2

I am analysing cross-section data from two time points, i.e. before and after an intervention and I am particularly interested in the causal effect of the intervention. The outcome of interest ($Y$) is metric and I have some control variables (all nominal or ordinal) like gender, size of company etc. In order to calculate the effect of the intervention I included a pre/post dummy into a regression model: $Y = a + b1*PrePost + b2*male + b3*small \ enterprise + b4*large \ enterprise$

I need some help with the interpretation: $b1$ is the effect of the intervention when all control var are held constant (in the two groups, pre- and post), right? Is that true even when one category of the dummies is left out?

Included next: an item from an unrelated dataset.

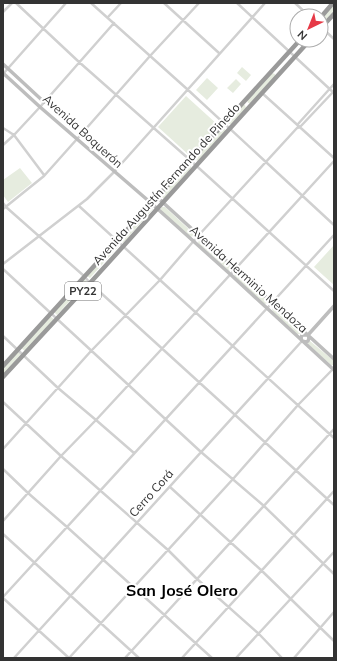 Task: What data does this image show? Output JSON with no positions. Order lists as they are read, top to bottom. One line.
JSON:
{"streets":{"highway":["Avenida Augustín Fernando de Pinedo","PY22"],"street":["Avenida Boquerón","Avenida Herminio Mendoza","Cerro Corá"]},"crossings":[["Avenida Boquerón","Avenida Augustín Fernando de Pinedo"],["Avenida Boquerón","Avenida Herminio Mendoza"],["Avenida Augustín Fernando de Pinedo","Avenida Herminio Mendoza"],["Avenida Herminio Mendoza","Cerro Corá"]],"districts":["San José Olero"],"north":"bottom left"} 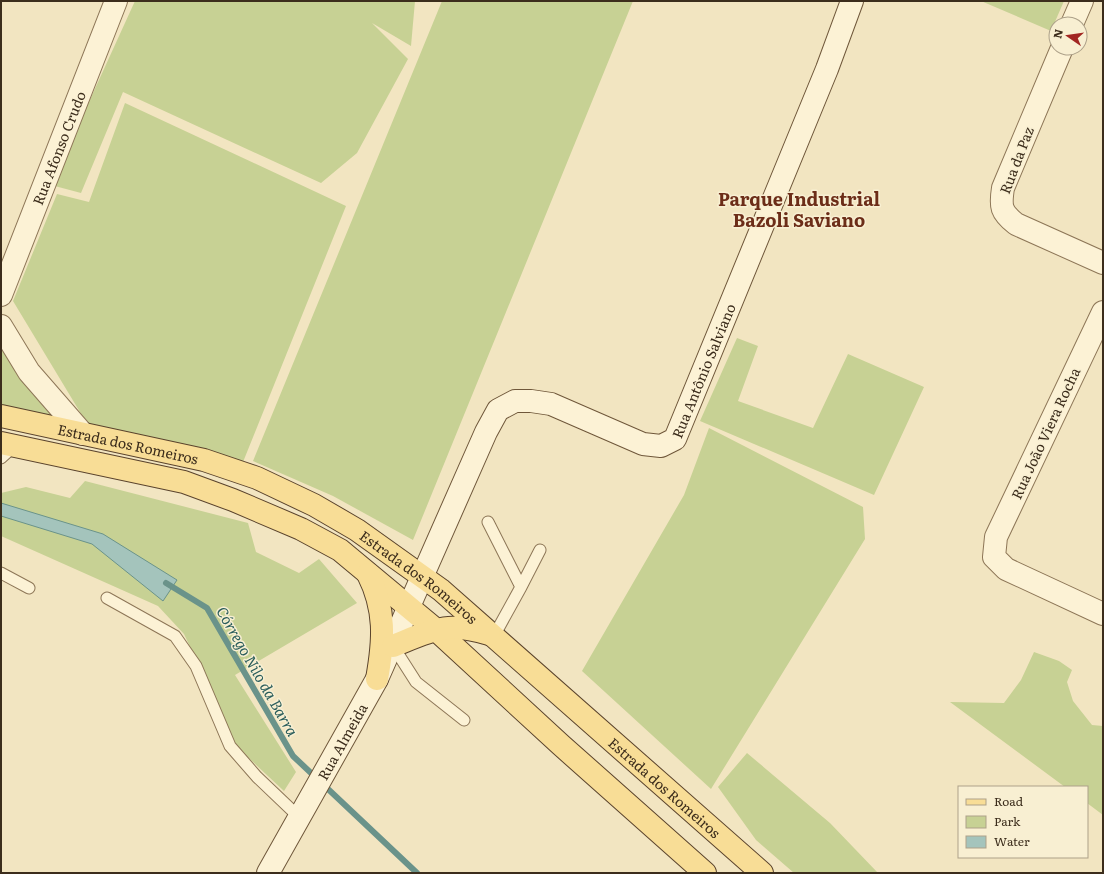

How to interpret the coeffs on the dummies in relation to $b1$ (the most interesting coefficient of the intervention effect)?

How do I calculate the effect of the intervention ($b1$) for various subgroups defined by the dummies? Do I have to include the interaction of each dummy-categorie and the PrePost dummy - in addition to all group dummies? E.g. $Y = a + b1*prepost + b2*male + b3*small \ enterprise + b4*male*prepost + b5*small \ enterprise*prepost$

How are these coeffs then interpreted?

  • Welcome user124000. I have slightly edited your post to make it more readable, you should check that I have not introduced any error. Note that your username, identicon, & a link to your user page are automatically added to every post you make, so there is no need to sign your posts. In addition, there's no need to say "thank you" at the end of your post - it might seem rude at first, but it's part of the philosophy of this site ([tour]) to "Ask questions, get answers, no distractions". – Antoine Vernet Jul 21 '16 at 08:01

1 Answers1

1

In your first model, $\beta_1$ reflects the estimated effect of the intervention at all levels of all your control variables. So regardless of whether you're male or female, or the size of your enterprise, the estimated effect of the intervention is $\beta_1$.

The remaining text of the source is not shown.